### Problem statement:
Work through the entries below and show every line in which "Gadanho" is found.
*** Opening of Recorded data ***
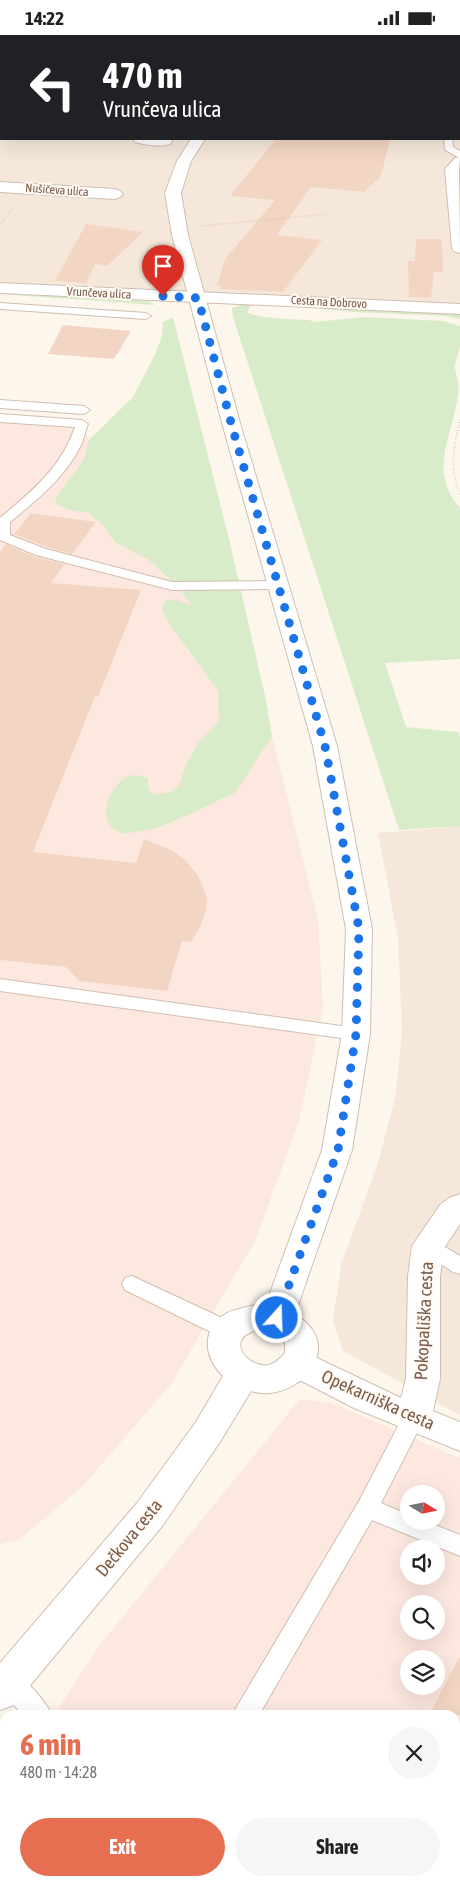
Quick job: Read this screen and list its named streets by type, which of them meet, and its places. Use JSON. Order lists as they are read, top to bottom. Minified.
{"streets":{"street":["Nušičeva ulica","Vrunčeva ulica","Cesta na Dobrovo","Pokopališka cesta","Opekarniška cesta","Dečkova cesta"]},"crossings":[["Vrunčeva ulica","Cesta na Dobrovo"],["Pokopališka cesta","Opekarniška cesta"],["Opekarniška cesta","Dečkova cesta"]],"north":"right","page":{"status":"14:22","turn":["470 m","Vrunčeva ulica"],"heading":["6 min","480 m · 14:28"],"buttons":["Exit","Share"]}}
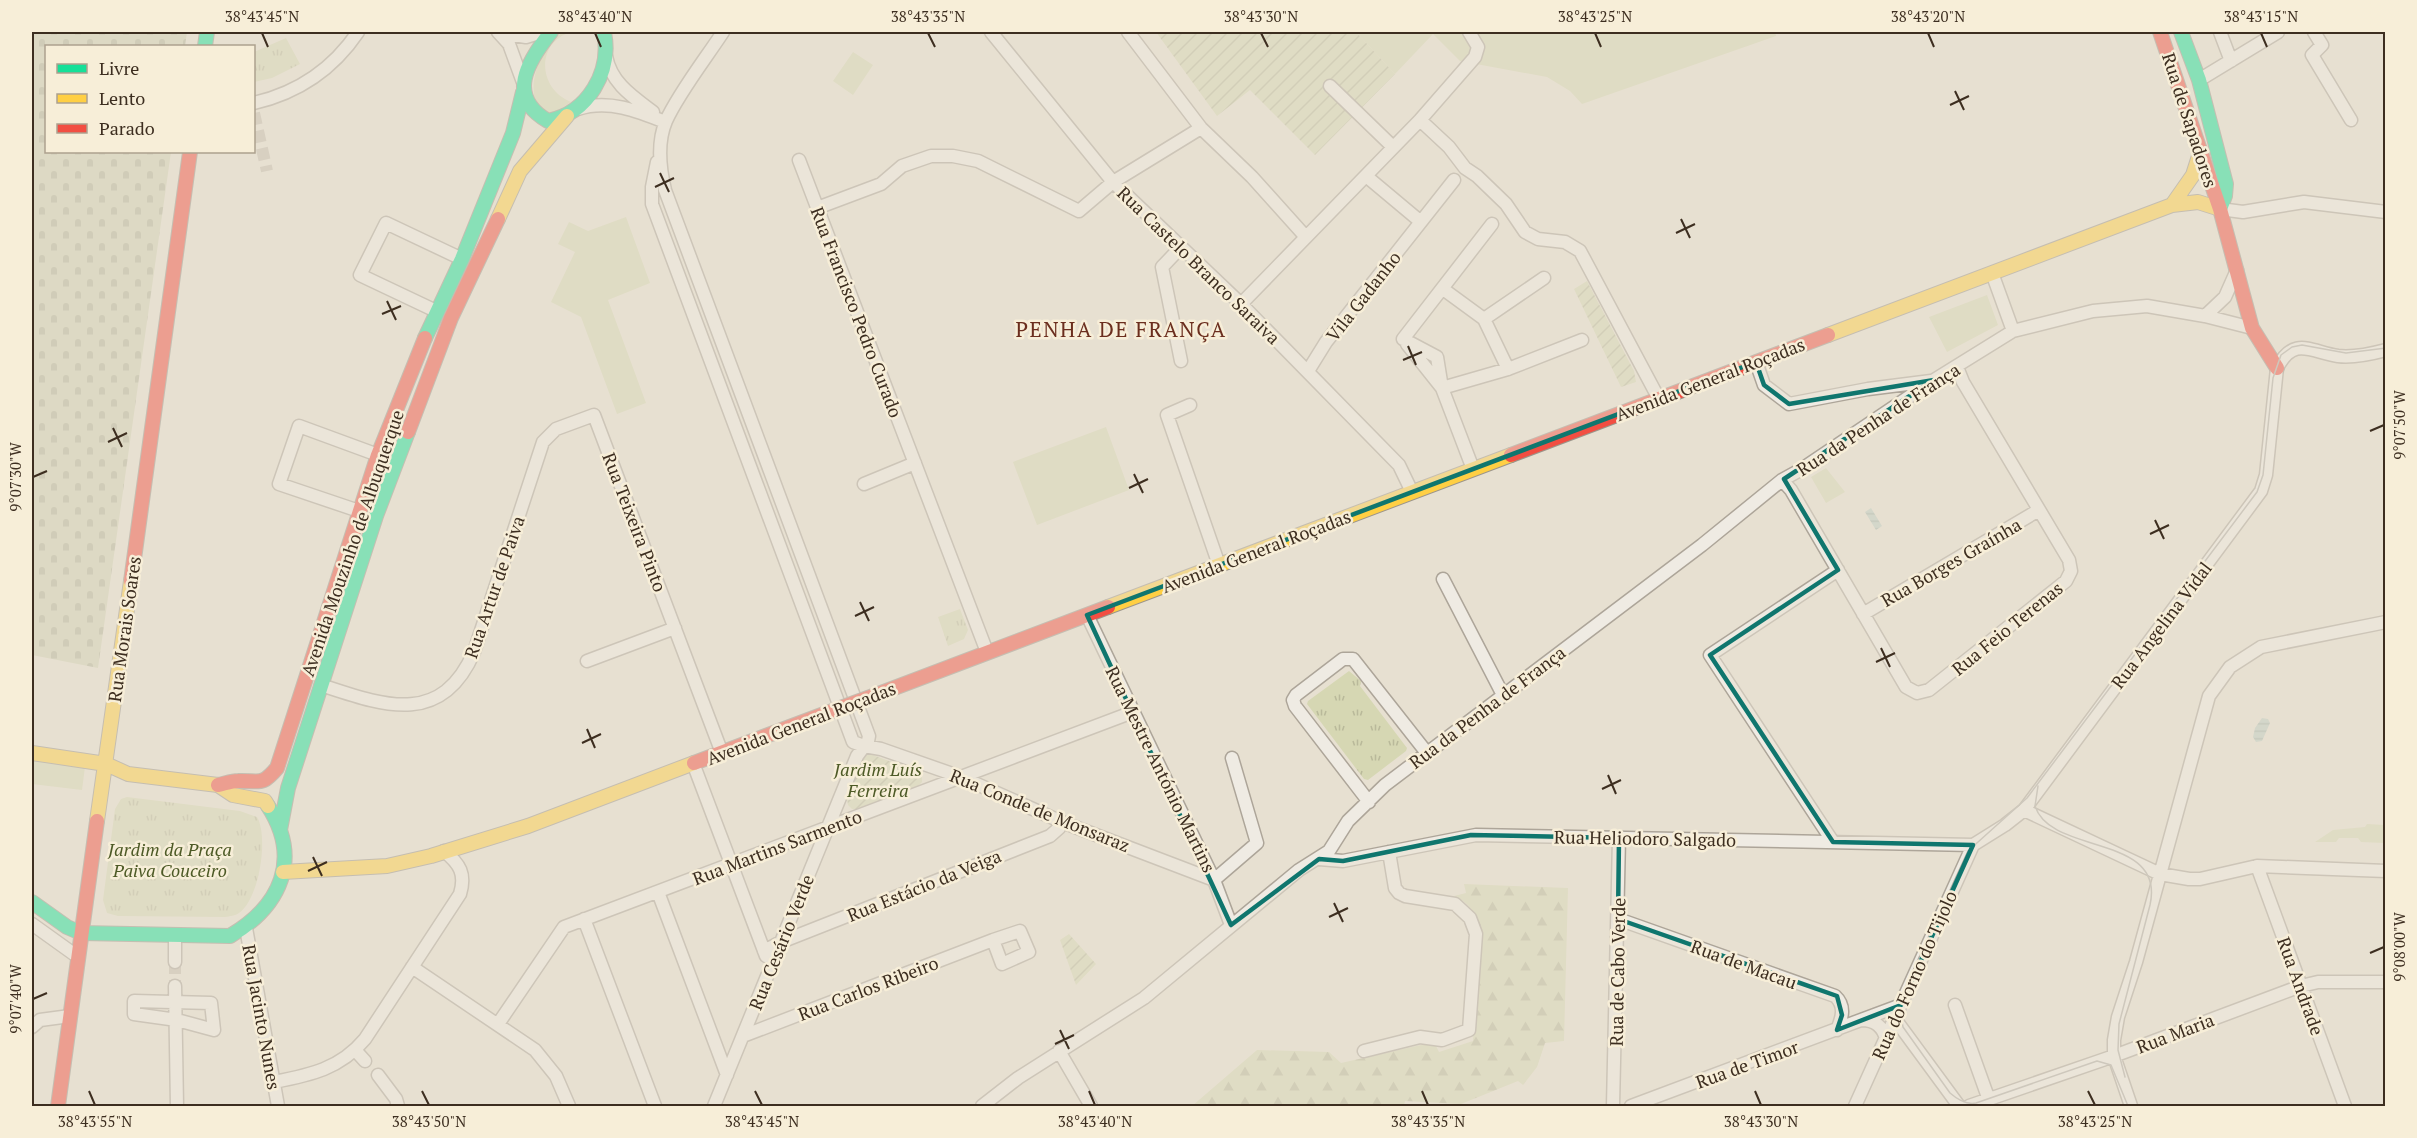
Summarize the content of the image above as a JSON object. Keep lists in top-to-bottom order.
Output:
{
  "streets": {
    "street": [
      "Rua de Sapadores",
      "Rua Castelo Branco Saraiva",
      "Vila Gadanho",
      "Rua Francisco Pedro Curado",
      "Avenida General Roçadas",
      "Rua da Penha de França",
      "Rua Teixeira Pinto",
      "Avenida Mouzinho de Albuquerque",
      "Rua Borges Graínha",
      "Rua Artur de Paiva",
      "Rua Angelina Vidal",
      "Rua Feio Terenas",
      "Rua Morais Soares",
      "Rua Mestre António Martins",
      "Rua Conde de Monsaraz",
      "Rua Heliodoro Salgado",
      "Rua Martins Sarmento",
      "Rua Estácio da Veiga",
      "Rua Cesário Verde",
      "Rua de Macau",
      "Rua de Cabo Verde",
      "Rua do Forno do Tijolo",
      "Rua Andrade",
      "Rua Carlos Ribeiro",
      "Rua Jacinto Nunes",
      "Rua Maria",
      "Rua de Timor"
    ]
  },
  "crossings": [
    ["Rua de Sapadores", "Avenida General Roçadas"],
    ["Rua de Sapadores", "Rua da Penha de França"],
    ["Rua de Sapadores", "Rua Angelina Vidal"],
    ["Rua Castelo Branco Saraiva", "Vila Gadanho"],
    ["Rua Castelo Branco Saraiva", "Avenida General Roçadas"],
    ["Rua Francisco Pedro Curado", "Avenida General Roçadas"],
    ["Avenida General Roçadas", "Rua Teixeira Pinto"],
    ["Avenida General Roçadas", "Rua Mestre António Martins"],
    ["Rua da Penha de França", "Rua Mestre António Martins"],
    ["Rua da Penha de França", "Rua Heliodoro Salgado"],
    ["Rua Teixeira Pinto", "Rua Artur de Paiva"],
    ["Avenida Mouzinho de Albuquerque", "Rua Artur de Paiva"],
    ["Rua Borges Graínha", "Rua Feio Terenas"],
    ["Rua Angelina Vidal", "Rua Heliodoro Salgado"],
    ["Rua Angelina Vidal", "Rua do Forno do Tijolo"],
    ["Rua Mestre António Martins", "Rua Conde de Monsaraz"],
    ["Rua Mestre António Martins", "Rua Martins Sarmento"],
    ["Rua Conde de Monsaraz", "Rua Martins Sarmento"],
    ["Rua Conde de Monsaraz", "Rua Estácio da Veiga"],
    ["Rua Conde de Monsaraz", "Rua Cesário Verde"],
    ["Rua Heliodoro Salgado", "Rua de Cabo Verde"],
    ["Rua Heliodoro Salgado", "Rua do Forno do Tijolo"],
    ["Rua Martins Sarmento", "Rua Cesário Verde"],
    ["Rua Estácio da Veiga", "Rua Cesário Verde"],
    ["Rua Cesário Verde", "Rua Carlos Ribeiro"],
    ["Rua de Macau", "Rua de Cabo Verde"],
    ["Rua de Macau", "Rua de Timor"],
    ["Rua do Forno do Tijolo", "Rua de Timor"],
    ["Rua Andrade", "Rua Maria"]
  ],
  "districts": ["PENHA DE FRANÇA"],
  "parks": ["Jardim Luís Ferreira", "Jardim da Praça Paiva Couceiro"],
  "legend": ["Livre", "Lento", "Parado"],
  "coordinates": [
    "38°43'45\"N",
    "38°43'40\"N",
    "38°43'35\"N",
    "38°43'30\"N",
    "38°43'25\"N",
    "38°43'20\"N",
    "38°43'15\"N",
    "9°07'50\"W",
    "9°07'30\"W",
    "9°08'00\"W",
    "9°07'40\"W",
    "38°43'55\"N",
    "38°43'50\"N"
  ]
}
*** Close of Recorded data ***
### Answer to this exercise:
      "Vila Gadanho",
    ["Rua Castelo Branco Saraiva", "Vila Gadanho"],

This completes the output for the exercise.